Mesurant entre 1 et 2 mm, les guêpes agaonides sont des insectes à la fois phytophages et pollinisateurs. Cette inter-relation avec les figuiers, qui remonte à environ 87 millions d’années, a engendré une co-évolution où le mutualisme s’est fortement spécialisé au point que chaque espèce de guêpe dépend d’une, voire de deux espèces de figuier.

La morphologie de la guêpe femelle est le résultat d’une adaptation poussée : elle possède une tête aplatie, des antennes crochues, un tégument lisse et de fortes griffes. Tout débute lorsqu’une femelle prête à pondre entre dans la figue. Elle force le passage par l’ostiole grâce à ses mandibules et à la propulsion de ses pattes arrière. En entrant, elle perd souvent ses ailes et ses antennes, étant ainsi condamnée à demeurer dans le fruit.

Le saviez vous ? manger une figue, c’est aussi manger une guêpe !

Les mécanismes du mutualisme obligatoire

Le mutualisme est une coopération entre les espèces qui aide chacune d’entre elles à survivre. Une espèce fournit quelque chose à l’autre et, en échange, reçoit un bénéfice. Dans toute relation mutuelle, il doit y avoir un moyen de maintenir l’équilibre. Sinon, un partenaire pourrait profiter de l’autre.

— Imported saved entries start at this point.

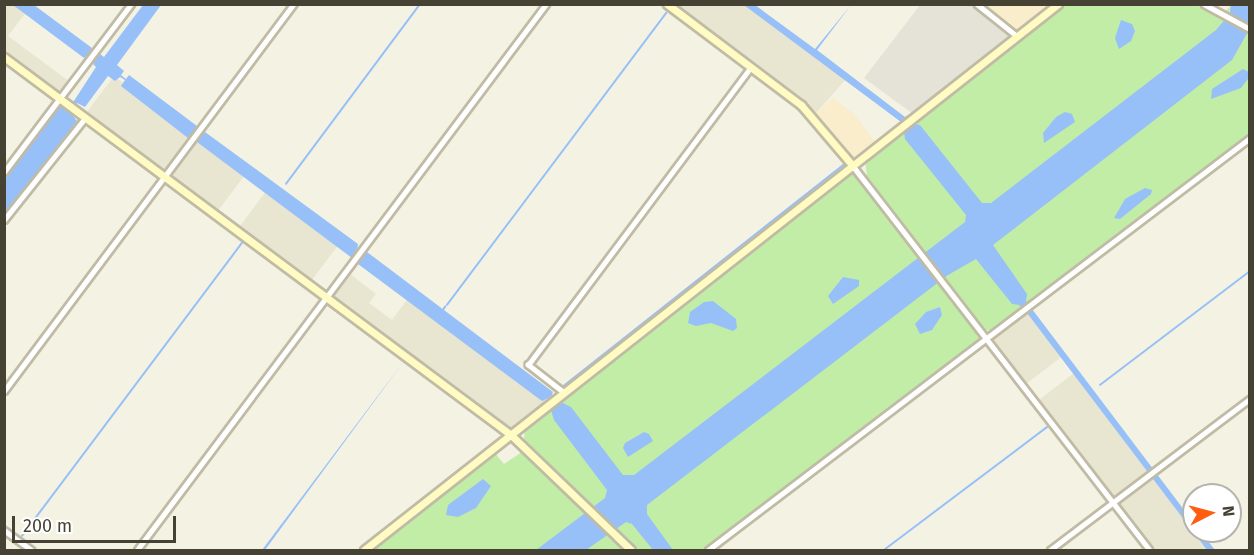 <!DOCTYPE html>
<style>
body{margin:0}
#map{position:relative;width:1254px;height:555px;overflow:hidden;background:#f4f2e3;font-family:"Fira Sans",sans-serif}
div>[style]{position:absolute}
.residential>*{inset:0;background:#e8e5d1;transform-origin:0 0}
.commercial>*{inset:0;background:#f9edcb}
.industrial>*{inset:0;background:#e5e2d8}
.green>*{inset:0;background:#c1eda7}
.water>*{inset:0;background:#98c0f8}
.stream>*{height:1.5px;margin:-0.75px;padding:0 0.75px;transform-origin:0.75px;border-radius:0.75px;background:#98c0f8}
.roads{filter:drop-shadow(2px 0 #c0bba5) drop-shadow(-2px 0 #c0bba5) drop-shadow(0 2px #c0bba5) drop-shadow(0 -2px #c0bba5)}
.street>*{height:4.5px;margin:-2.25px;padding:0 2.25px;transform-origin:2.25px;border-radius:2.25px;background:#fff}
.secondary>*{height:7px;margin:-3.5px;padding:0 3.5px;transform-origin:3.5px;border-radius:3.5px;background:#fffbc2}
span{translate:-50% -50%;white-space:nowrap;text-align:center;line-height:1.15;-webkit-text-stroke:5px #fff;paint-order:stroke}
.frame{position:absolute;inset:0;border:6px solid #464233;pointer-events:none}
.north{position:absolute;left:1182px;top:483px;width:60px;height:60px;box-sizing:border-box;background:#fff;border:2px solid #b5b3ad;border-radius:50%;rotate:84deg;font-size:16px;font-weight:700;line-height:24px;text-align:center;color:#464233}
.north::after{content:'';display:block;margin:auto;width:21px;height:27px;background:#ff5d0f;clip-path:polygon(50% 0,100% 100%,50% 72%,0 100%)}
.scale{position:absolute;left:12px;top:516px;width:164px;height:27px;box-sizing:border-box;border:3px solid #464233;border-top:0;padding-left:8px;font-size:18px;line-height:21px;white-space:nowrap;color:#464233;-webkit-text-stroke:4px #fff;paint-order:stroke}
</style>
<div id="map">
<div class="residential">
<i style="clip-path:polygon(4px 5px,18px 5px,27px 11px,8px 36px,70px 82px,62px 94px,5px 51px)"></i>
<i style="clip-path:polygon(674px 5px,748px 5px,847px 78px,816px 113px)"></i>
<i style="left:114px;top:76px;width:164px;height:46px;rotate:37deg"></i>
<i style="left:267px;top:190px;width:90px;height:46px;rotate:37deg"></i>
<i style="clip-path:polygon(345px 270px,376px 294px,369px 303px,392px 320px,409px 297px,548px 401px,510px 430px,328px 293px)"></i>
<i style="left:1026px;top:310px;width:59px;height:44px;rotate:53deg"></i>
<i style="clip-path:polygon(1074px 373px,1194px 531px,1210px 550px,1154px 550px,1039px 400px)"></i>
</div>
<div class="commercial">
<i style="clip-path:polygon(981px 5px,1052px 5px,1017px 32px)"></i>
<i style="clip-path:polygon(833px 98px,854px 114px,876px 143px,853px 160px,816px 113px)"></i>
</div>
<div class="industrial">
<i style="clip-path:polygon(920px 5px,972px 5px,1009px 33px,1009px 37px,913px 114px,864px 78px)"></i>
</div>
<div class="green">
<i style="clip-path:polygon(1064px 5px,1196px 5px,1221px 17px,1231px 5px,1226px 20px,1249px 30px,1249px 136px,993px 331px,986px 330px,952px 287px,947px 290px,981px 334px,980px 341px,705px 550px,636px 550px,620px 535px,627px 550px,369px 550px,494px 452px,504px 464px,522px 452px,580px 507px,587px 501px,524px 439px,525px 428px,850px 173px,856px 175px,914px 249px,920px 245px,867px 176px,865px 160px)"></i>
</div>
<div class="water">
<i style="clip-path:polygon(13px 5px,34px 5px,92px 48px,90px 52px,97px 58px,100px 54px,104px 57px,143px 5px,161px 5px,117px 65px,124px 71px,121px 75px,126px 79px,129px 75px,197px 126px,195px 130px,201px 135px,205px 132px,358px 244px,357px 251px,363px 256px,367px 252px,553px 392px,551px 397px,542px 401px,358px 264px,361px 259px,355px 254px,352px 258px,197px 142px,200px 138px,193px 133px,188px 138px,121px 86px,125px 80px,120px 77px,115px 81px,108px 76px,85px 107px,77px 103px,70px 112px,77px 121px,5px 217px,5px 179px,57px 108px,60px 105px,68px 110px,96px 67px,93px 64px,96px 59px,89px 54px,84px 58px)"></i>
<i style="clip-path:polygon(744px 5px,755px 5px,815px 49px,851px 5px,817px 50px,905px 117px,912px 113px,901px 122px)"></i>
<i style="clip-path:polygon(1231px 5px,1249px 5px,1249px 30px,1232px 60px,993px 245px,1027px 294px,1026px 301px,1032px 309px,1194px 523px,1194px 531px,1200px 531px,1215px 550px,1207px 550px,1027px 313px,1019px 305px,1012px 304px,976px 259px,948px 275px,647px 505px,647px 514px,673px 550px,653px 550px,632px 524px,626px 522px,586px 550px,536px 550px,605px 498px,607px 490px,554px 420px,551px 410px,561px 402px,571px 407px,623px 475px,634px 475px,965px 222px,966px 215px,905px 139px,904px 132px,915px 124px,920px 125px,982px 203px,991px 203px,1216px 30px,1229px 15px)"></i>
<i style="clip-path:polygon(1121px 20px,1132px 24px,1135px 31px,1131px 41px,1119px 49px,1115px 38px)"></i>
<i style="clip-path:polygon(1243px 69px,1249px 72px,1248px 79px,1241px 88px,1211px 99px,1212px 89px)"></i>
<i style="clip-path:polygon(1065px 112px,1072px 114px,1075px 122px,1044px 143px,1043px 133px,1056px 117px)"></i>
<i style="clip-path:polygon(1145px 188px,1152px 190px,1151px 194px,1120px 219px,1114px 218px,1125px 199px)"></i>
<i style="clip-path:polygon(843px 277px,859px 280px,859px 286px,833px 304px,828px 296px)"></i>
<i style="clip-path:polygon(713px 301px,736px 319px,737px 328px,733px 331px,711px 323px,696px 326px,688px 323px,690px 312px,704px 302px)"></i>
<i style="clip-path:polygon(940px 307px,942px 315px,932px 330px,920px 334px,915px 324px,926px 312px)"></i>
<i style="clip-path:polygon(404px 361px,265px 550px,262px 550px)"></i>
<i style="clip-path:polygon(644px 432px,649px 434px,653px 441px,628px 457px,623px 448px,625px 443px)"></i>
<i style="clip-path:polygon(483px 479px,491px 486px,476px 508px,458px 517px,446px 515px,448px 505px)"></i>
</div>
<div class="stream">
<i style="left:286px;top:184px;width:224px;rotate:-53.3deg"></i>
<i style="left:447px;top:305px;width:365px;rotate:-53.1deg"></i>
<i style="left:443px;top:310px;width:4px;rotate:-56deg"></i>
<i style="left:1100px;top:385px;width:188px;rotate:-37.2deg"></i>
<i style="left:561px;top:388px;width:360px;rotate:-38.3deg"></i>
<i style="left:22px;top:536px;width:368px;rotate:-53.1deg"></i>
<i style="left:884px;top:550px;width:204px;rotate:-37deg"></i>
</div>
<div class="roads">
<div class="street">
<i style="left:977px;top:4px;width:51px;rotate:38.7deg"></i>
<i style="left:1204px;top:4px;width:52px;rotate:28.5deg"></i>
<i style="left:853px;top:166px;width:485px;rotate:52.3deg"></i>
<i style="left:4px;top:172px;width:211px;rotate:-52.9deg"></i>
<i style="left:4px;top:220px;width:130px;rotate:-51.5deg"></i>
<i style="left:4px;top:391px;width:484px;rotate:-53.2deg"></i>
<i style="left:564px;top:393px;width:46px;rotate:-142.1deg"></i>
<i style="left:528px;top:365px;width:372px;rotate:-53.2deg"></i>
<i style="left:4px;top:530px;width:34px;rotate:36deg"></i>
<i style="left:137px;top:550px;width:682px;rotate:-53.16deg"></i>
<i style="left:708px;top:550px;width:681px;rotate:-37.24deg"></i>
<i style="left:1050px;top:550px;width:251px;rotate:-37.1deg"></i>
</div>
<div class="secondary">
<i style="left:667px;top:4px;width:168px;rotate:37deg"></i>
<i style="left:801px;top:105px;width:80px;rotate:49.6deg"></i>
<i style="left:4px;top:57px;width:632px;rotate:36.71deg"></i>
<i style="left:511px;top:435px;width:166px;rotate:43.8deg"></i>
<i style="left:364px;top:550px;width:883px;rotate:-38.19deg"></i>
</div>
</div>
<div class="frame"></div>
<div class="north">N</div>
<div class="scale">200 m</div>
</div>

Chez les figuiers, la femelle agaonide dépose ses œufs dans les ovaires des fleurs à l’aide de son ovipositeur. Avant et durant cette phase, elle dépose sur les fleurs femelles les grains de pollen qu’elle a transportés depuis sa figue d’émergence. La pollinisation peut être soit passive, soit active, selon les espèces. La production des fleurs et du pollen a un coût énergétique pour le figuier, mais en fécondant l’ovaire, la guêpe permet le développement de la plante, tandis que la plante offre un environnement protégé pour le développement des larves.

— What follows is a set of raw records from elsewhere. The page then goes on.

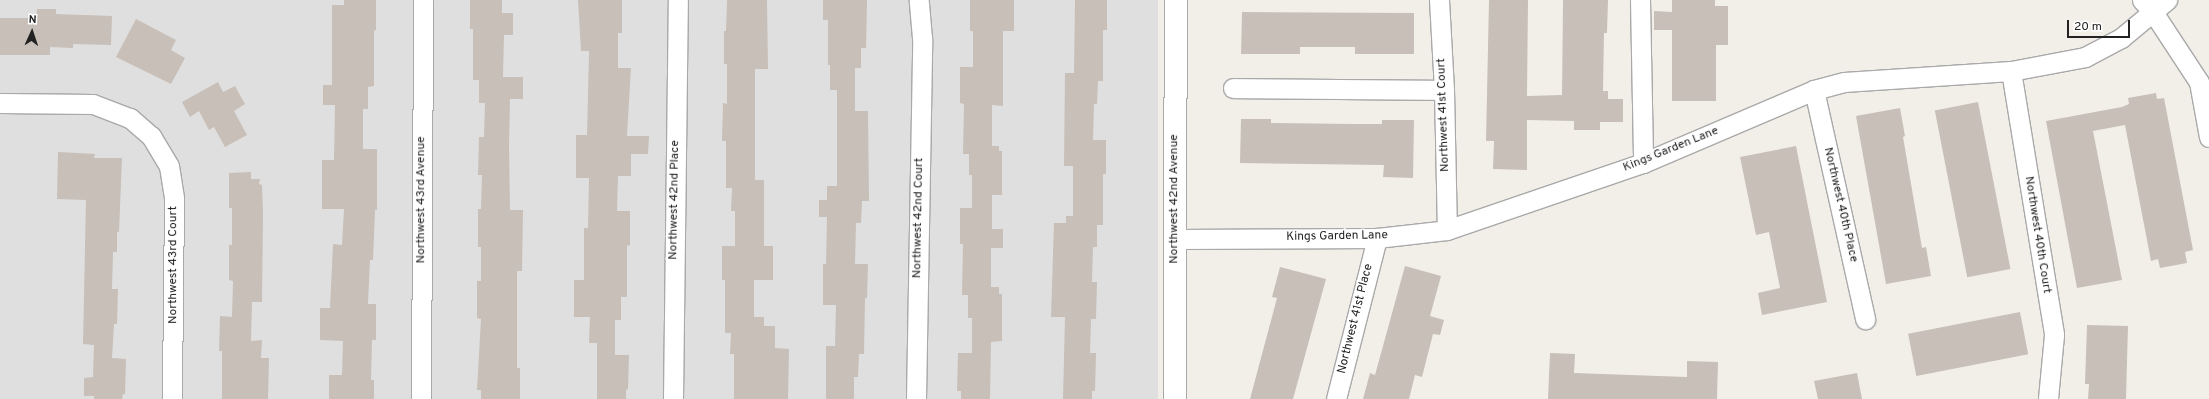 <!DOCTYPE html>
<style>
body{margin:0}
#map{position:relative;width:2209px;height:399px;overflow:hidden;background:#f2efe9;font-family:Overpass,sans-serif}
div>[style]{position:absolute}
.residential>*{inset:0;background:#e0dfdf;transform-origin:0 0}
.building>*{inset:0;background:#c7bfb8;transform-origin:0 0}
.roads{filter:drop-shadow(1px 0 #a9a9a9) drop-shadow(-1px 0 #a9a9a9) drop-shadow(0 1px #a9a9a9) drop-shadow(0 -1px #a9a9a9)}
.minor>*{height:19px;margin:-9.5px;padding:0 9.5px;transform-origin:9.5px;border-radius:9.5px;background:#fff}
.tertiary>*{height:22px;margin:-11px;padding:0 11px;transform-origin:11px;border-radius:11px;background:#fff}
span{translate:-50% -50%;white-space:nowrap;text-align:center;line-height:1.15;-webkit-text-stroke:3px #fff;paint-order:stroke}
.street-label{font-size:12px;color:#222}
.north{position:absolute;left:12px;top:12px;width:40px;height:40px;-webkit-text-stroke:3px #fff;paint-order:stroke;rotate:3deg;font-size:11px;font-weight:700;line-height:16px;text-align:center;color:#222}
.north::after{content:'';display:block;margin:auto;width:14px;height:18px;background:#222;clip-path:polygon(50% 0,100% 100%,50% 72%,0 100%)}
.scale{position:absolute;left:2067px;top:20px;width:63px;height:18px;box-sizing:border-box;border:2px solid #222;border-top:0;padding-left:5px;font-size:12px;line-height:14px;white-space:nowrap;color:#222;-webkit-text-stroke:3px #fff;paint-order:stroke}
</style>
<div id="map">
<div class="residential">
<div style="left:0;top:0;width:1158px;height:399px"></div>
</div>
<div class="building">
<div style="clip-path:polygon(344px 0,376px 0,376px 30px,374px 31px,374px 86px,368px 87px,368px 109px,363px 109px,363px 149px,377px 149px,377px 210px,375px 210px,373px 260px,370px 260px,368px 304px,376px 304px,376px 340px,372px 340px,371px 380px,374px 380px,374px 399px,329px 399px,329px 375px,342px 375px,343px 341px,320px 340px,320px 308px,330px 308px,333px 244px,342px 245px,344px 209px,322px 209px,322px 160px,334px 160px,335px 105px,323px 105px,323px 85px,332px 85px,332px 5px,344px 5px)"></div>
<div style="clip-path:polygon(470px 0,502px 0,502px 13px,513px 13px,513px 35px,504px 35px,503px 77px,523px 77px,523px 99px,510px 99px,509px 145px,510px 210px,523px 210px,522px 271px,517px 271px,517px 368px,520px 368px,520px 399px,481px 399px,481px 390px,477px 390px,481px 319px,477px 318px,477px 281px,481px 281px,481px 247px,478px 247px,478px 209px,481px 209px,482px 175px,478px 175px,479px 137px,484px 137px,485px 103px,479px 103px,479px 80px,473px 80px,473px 29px,470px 29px)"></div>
<div style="clip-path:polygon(578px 0,622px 0,622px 33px,618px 33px,618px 68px,631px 68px,627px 136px,649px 136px,648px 154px,631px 154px,631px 176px,618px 176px,617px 211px,630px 211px,630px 245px,627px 246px,627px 297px,621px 297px,621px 320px,615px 320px,615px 355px,629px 355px,628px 389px,626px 390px,626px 399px,597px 399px,597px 343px,589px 343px,590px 317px,574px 317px,574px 280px,584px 280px,584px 228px,588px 228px,589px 178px,576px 178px,576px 135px,587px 135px,589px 54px,589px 51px,581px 51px)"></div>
<div style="clip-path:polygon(727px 0,767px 0,768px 69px,755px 69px,755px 180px,764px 180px,764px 246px,773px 246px,773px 280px,754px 280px,754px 317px,764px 317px,764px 326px,775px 326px,775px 348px,789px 349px,788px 399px,734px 399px,734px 354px,730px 354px,731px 333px,725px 333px,725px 280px,722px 280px,722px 246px,735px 246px,735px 211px,731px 211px,732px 188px,726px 188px,726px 141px,722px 141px,723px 103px,727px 104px,727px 64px,724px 64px,724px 31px,726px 31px)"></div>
<div style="clip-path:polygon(823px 0,867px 0,866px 48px,861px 48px,861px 68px,855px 68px,855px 111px,868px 111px,869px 201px,862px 201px,861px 223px,856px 223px,855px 264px,868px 264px,867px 298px,865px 298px,864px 354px,859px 354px,858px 377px,854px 377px,854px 399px,826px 399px,826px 346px,835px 346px,836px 305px,823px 305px,823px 264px,826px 264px,827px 217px,819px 217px,819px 200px,827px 200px,827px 186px,837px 186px,837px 90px,830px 90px,830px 65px,828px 65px,828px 20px,823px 20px)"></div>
<div style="clip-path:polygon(970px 0,1014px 0,1014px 31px,1003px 31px,1003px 106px,992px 105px,992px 146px,999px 146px,999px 151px,1002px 151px,1002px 195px,992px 195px,992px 229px,1003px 229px,1003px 248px,991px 248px,991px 287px,999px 287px,999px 294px,1002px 294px,1002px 341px,991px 342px,990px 399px,961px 399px,961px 391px,957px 391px,958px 353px,972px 353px,972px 318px,968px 318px,968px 295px,962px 295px,963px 244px,960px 244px,960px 208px,972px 208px,972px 175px,969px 175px,969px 154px,963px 154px,964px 104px,960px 103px,960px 67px,973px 67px,973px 31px,970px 31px)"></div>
<div style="clip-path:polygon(1075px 0,1107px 0,1107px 30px,1103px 30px,1103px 81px,1098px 81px,1097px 104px,1094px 104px,1093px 140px,1106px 140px,1106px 174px,1103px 174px,1103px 225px,1097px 225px,1097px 247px,1093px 247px,1092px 282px,1097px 282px,1096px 319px,1091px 319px,1090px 353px,1096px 353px,1095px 391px,1092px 391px,1092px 399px,1063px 399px,1065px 317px,1051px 317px,1054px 223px,1066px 223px,1066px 216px,1073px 216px,1073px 166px,1064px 166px,1065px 73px,1074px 73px)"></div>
<div style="clip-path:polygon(1489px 0,1528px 0,1527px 96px,1562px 95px,1563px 0,1608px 0,1607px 33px,1604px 33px,1603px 91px,1608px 91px,1608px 99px,1623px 99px,1623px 122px,1600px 122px,1600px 130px,1574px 130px,1574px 121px,1527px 120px,1527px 170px,1493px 169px,1494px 141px,1486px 141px)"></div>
<div style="clip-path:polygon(1672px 0,1715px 0,1715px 6px,1728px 6px,1728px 45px,1716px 45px,1716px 101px,1672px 101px,1672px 30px,1654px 30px,1654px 11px,1672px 12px)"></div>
<div style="clip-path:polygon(37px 9px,56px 9px,56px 14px,112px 16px,111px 45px,73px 44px,73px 48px,50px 47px,50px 55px,0 55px,0 18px,36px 18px)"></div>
<div style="clip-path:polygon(1242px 12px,1414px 13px,1414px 54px,1355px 54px,1355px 47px,1300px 47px,1300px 54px,1241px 54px)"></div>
<div style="clip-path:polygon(136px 19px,176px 40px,171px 50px,185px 58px,171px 84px,116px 57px)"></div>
<div style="clip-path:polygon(218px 82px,223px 92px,235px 86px,245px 104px,234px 111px,247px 135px,225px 147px,214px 127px,209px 130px,199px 111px,190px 117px,182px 102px)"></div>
<div style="clip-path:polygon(2156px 93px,2157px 99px,2164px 98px,2193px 250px,2185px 252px,2187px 263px,2160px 268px,2158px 259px,2151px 261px,2125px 125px,2093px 131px,2122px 280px,2077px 288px,2046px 121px,2122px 107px,2129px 104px,2128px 98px)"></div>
<div style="left:1978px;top:102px;width:170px;height:44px;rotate:79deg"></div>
<div style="clip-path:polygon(1900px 108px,1905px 136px,1903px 137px,1922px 248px,1926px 247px,1931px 276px,1886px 284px,1856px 116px)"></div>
<div style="clip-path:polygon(1241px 119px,1271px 119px,1271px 123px,1353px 124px,1382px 124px,1382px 120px,1414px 120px,1413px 178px,1383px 177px,1384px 165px,1240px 163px)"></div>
<div style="clip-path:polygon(1796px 146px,1827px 302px,1762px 315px,1758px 293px,1780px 288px,1769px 232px,1756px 235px,1740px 157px)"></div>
<div style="clip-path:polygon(58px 152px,95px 154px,94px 158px,122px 158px,119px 232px,117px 232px,117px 252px,113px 252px,112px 289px,118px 289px,117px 324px,114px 324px,112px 358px,126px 359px,125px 394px,123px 394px,122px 399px,94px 399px,94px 396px,84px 396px,84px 378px,93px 377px,94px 345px,83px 344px,86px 200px,57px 199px)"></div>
<div style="clip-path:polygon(251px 172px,251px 179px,260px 179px,259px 184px,262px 185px,263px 214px,262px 302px,252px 302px,251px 341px,262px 340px,261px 358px,269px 358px,268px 399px,222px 399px,222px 351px,219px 351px,220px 316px,232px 317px,233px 281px,229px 280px,229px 245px,232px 245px,232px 208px,229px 208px,229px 173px)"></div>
<div style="clip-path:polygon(1405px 266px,1441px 276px,1430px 316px,1444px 320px,1440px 335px,1433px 334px,1422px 377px,1415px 375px,1409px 399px,1363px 399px,1370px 373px,1375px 375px)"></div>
<div style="clip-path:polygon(1280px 267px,1326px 279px,1293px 399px,1250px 399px,1277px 298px,1272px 297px)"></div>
<div style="left:2020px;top:312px;width:43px;height:114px;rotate:79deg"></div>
<div style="clip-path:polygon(2087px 325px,2128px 326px,2126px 399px,2088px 399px,2089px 384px,2085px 384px)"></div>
<div style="clip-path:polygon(1550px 353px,1575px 354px,1574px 373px,1687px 377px,1687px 361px,1718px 362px,1717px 399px,1548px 399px)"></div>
<div style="clip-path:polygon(1857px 373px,1862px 399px,1818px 399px,1814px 381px)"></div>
</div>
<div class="roads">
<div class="minor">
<div style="left:1439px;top:0;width:90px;rotate:86.8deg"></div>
<div style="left:1444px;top:90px;width:140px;rotate:88.8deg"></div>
<div style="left:1640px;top:0;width:163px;rotate:88.9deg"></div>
<div style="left:2142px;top:0;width:16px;rotate:47deg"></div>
<div style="left:2153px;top:12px;width:84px;rotate:56.7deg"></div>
<div style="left:2199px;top:82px;width:56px;rotate:79.7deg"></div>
<div style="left:2011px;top:71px;width:267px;rotate:80.7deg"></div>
<div style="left:2054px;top:335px;width:64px;rotate:95.4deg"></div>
<div style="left:1233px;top:88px;width:211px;rotate:0.5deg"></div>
<div style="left:1814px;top:90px;width:235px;rotate:77.4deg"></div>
<div style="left:0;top:103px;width:93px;rotate:0.6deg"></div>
<div style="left:93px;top:104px;width:40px;rotate:21deg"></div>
<div style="left:130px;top:118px;width:28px;rotate:41deg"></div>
<div style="left:151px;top:136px;width:35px;rotate:59deg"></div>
<div style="left:169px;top:166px;width:33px;rotate:81deg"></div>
<div style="left:174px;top:199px;width:200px;rotate:90.6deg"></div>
<div style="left:1175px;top:239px;width:202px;rotate:-0.3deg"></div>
<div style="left:1377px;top:238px;width:70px;rotate:-6.5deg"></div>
<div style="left:1447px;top:230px;width:207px;rotate:-18.9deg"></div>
<div style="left:1643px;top:163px;width:186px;rotate:-23.1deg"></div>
<div style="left:1814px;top:90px;width:31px;rotate:-15deg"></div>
<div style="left:1844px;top:82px;width:167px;rotate:-3.8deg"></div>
<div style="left:2011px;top:71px;width:75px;rotate:-10.7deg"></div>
<div style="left:2085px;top:57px;width:41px;rotate:-27.8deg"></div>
<div style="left:2121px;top:38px;width:60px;rotate:-39.6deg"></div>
<div style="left:421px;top:399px;width:399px;rotate:-89.7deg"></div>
<div style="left:673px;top:399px;width:399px;rotate:-89.3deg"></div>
<div style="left:916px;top:399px;width:361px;rotate:-89deg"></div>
<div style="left:922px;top:38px;width:38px;rotate:-95deg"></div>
<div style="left:1336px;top:399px;width:166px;rotate:-75.7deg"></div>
</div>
<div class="tertiary">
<div style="left:1175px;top:399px;width:399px;rotate:-89.9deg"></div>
</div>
</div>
<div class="street-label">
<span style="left:1444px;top:115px;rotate:-92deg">Northwest 41st Court</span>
<span style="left:1671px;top:150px;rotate:-22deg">Kings Garden Lane</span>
<span style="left:1175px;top:199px;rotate:-90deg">Northwest 42nd Avenue</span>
<span style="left:422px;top:200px;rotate:-90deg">Northwest 43rd Avenue</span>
<span style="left:675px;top:200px;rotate:-89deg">Northwest 42nd Place</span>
<span style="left:1840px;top:205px;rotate:77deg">Northwest 40th Place</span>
<span style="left:919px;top:218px;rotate:-89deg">Northwest 42nd Court</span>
<span style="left:2037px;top:235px;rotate:81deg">Northwest 40th Court</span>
<span style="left:1337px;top:237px;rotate:-1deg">Kings Garden Lane</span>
<span style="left:174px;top:265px;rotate:-90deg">Northwest 43rd Court</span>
<span style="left:1356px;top:319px;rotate:-76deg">Northwest 41st Place</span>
</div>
<div class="north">N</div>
<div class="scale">20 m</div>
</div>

La gestion des conflits : Le rôle des parasites

Qu’est-ce qui empêche la guêpe de pondre dans tous les ovules ? Un autre partenaire de ce mutualisme à trois est une guêpe parasite. Elle utilise son long tube de ponte pour percer l’extérieur de la figue et pondre ses œufs avec ceux de la guêpe pollinisatrice. Cependant, le tube de ponte n’est pas assez long pour atteindre tous les ovules, seulement ceux proches de la surface.

En conséquence, pour échapper au parasite, la guêpe du figuier a tendance à pondre la plupart de ses œufs dans la « zone sans ennemi » la plus profonde à l’intérieur de la figue. Le parasite permet donc, indirectement, au figuier de produire des graines pour faire la prochaine génération, en limitant l’exploitation excessive par le pollinisateur.

Graphique de stratification spatiale montrant la répartition des œufs dans la figue

Diversité des systèmes de reproduction : Monoïques et Dioïques

Le cycle biologique adapté aux espèces monoïques (chaque figue contient des fleurs mâles et femelles) diffère de celui des espèces dioïques. Chez les figuiers dioïques, certains arbres produisent des figues « mâles » (contenant des fleurs mâles et femelles accessibles à la ponte) et d’autres des figues « femelles » (contenant uniquement des fleurs femelles inaccessibles à la ponte).

Dans les figues femelles, le style des fleurs est trop long pour que la guêpe puisse y pondre. Elle ne peut donc pas y laisser sa progéniture, mais en essayant de le faire, elle dépose le pollen nécessaire à la fécondation. C’est un sacrifice évolutif : la guêpe meurt sans descendance, mais elle assure la pérennité de l’espèce végétale.

Perspectives scientifiques et écologiques

L’histoire des sciences sur ce sujet est riche. Le Blastophaga psenes a été étudié par P. Mayer dès 1882. Aujourd’hui, le mutualisme figue-pollinisateur est considéré comme un modèle puissant pour l’étude des mécanismes écologiques et évolutifs, portant sur la spéciation, la biologie de l’adaptation et l’écologie comportementale.

Il est indispensable d’appréhender l’importance du rôle que joue chaque espèce, quelle que soit son échelle. Nous en avons la preuve ici, où une guêpe minuscule permet le renouvellement d’une partie des arbres de la forêt avec toutes les conséquences sur les réseaux trophiques qui en découlent. Les êtres vivants et les écosystèmes présents sur la planète sont en constante interactivité ; il ne faut jamais l’oublier et les respecter pour que perdure ce bel équilibre.